* [What the task requires]:
Set down every record below exactly as written.

* [Supplied material]:
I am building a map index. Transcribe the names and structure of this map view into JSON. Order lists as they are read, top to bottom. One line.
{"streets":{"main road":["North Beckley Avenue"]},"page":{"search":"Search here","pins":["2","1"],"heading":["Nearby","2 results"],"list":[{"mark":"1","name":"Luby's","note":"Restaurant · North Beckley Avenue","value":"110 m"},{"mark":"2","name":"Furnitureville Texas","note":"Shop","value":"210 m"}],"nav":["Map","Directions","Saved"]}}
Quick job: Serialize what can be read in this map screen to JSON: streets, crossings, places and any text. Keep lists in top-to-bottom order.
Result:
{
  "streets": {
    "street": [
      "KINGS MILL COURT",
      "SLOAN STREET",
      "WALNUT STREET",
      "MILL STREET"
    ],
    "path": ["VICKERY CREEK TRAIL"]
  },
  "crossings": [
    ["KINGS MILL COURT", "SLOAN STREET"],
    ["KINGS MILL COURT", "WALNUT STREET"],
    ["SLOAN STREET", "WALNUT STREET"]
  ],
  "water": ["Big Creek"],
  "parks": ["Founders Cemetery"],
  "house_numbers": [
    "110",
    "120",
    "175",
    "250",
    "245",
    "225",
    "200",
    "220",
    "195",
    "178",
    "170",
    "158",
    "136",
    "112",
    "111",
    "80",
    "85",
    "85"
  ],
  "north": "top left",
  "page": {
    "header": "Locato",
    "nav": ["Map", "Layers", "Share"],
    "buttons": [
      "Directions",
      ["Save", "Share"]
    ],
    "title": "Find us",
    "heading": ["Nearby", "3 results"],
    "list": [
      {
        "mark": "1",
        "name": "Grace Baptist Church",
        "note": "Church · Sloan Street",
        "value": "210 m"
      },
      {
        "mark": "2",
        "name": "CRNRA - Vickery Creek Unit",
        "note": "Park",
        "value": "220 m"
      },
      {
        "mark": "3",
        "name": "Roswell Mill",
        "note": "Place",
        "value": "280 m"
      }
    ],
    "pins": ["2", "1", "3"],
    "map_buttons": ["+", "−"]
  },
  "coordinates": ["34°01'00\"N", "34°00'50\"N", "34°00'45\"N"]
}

* [Written reply]:
I am building a map index. Transcribe the names and structure of this map view into JSON. Order lists as they are read, top to bottom. One line.
{"streets":{"main road":["North Beckley Avenue"]},"page":{"search":"Search here","pins":["2","1"],"heading":["Nearby","2 results"],"list":[{"mark":"1","name":"Luby's","note":"Restaurant · North Beckley Avenue","value":"110 m"},{"mark":"2","name":"Furnitureville Texas","note":"Shop","value":"210 m"}],"nav":["Map","Directions","Saved"]}}
Quick job: Serialize what can be read in this map screen to JSON: streets, crossings, places and any text. Keep lists in top-to-bottom order.
Result:
{
  "streets": {
    "street": [
      "KINGS MILL COURT",
      "SLOAN STREET",
      "WALNUT STREET",
      "MILL STREET"
    ],
    "path": ["VICKERY CREEK TRAIL"]
  },
  "crossings": [
    ["KINGS MILL COURT", "SLOAN STREET"],
    ["KINGS MILL COURT", "WALNUT STREET"],
    ["SLOAN STREET", "WALNUT STREET"]
  ],
  "water": ["Big Creek"],
  "parks": ["Founders Cemetery"],
  "house_numbers": [
    "110",
    "120",
    "175",
    "250",
    "245",
    "225",
    "200",
    "220",
    "195",
    "178",
    "170",
    "158",
    "136",
    "112",
    "111",
    "80",
    "85",
    "85"
  ],
  "north": "top left",
  "page": {
    "header": "Locato",
    "nav": ["Map", "Layers", "Share"],
    "buttons": [
      "Directions",
      ["Save", "Share"]
    ],
    "title": "Find us",
    "heading": ["Nearby", "3 results"],
    "list": [
      {
        "mark": "1",
        "name": "Grace Baptist Church",
        "note": "Church · Sloan Street",
        "value": "210 m"
      },
      {
        "mark": "2",
        "name": "CRNRA - Vickery Creek Unit",
        "note": "Park",
        "value": "220 m"
      },
      {
        "mark": "3",
        "name": "Roswell Mill",
        "note": "Place",
        "value": "280 m"
      }
    ],
    "pins": ["2", "1", "3"],
    "map_buttons": ["+", "−"]
  },
  "coordinates": ["34°01'00\"N", "34°00'50\"N", "34°00'45\"N"]
}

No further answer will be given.